Eve.json, alert_http.json Response data extraction error

version:
image

As shown in the figure, three logs of the same session can be seen above:
Two alert_http.json, one eve.json log

  1. According to the url accessed by the browser: /app/.git/config, it can be seen that the actual request response code is 404, but the response code of alert_http.json is 200, and there is a response body, which is obviously wrong.
  2. Visit: /notice/8.0.0/ios/Version.txt It can be seen that the actual response code is 200, and there is a response body, but the corresponding missing alert_htp.json has no response information, and there is a loss.
  3. In the log of eve.json, the log with the url /app/.git/config also has a response body, and the response code is 200, which is obviously wrong.

Can you help me solve it, thank you here

Can you share the rule that generates the alerts?

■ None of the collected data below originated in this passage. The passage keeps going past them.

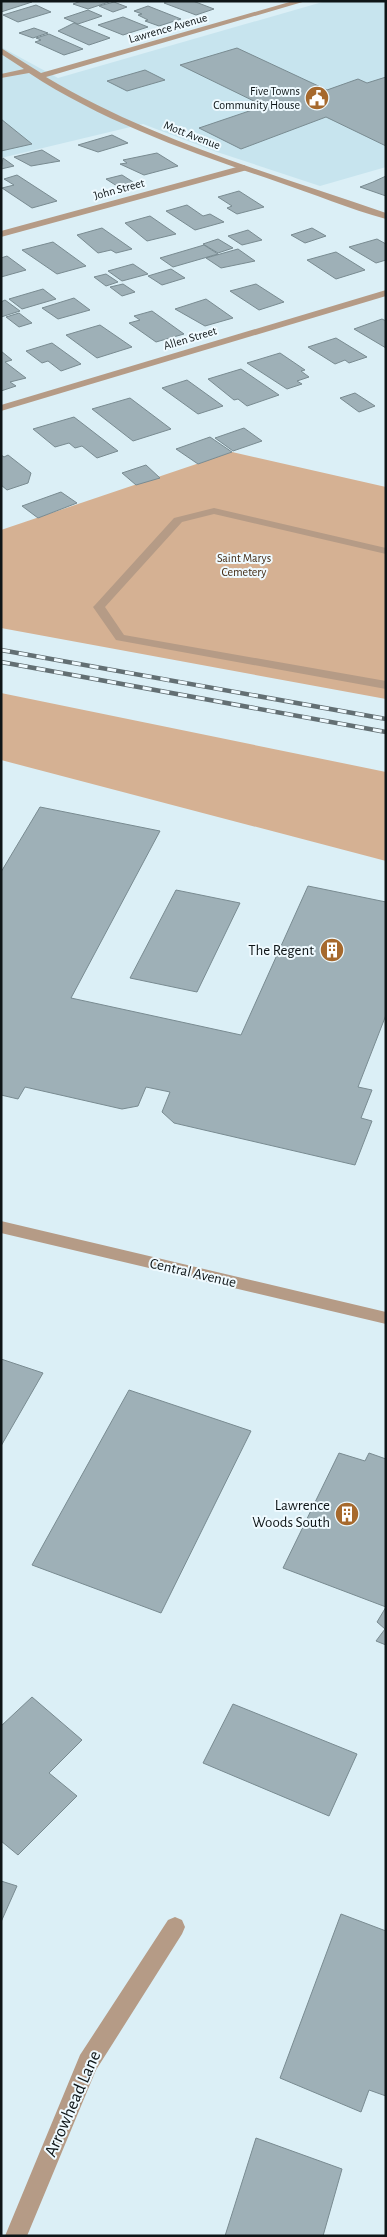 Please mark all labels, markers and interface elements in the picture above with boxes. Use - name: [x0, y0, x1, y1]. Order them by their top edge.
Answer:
- street label: Lawrence Avenue: [127, 11, 209, 45]
- place label: Five Towns Community House: [213, 85, 300, 112]
- public building icon: Five Towns Community House: [304, 85, 330, 111]
- street label: Mott Avenue: [162, 119, 222, 151]
- street label: John Street: [92, 176, 146, 202]
- street label: Allen Street: [162, 324, 218, 352]
- park label: Saint Marys Cemetery: [217, 552, 271, 579]
- building icon: The Regent: [319, 937, 345, 963]
- place label: The Regent: [248, 943, 314, 958]
- street label: Central Avenue: [148, 1256, 238, 1290]
- place label: Lawrence Woods South: [252, 1498, 330, 1530]
- building icon: Lawrence Woods South: [334, 1501, 360, 1527]
- street label: Arrowhead Lane: [42, 2048, 104, 2160]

alert http $EXTERNAL_NET any -> $HOME_NET any (msg:"git敏感文件探测"; flow:established,to_server; http.uri; pcre: "/git/i"; metadata:attack_result 1; flowbits:isnotset,sensitive_file_special_auth; flowbits:set,session.sensitive_file_special; lua:/etc/suricata/check/sensitive_file.lua; sid: 1; gid: 212669;)

The content of sensitive_file.lua is to obtain the url matching the git-related keyword library, and the scheduled release is similar.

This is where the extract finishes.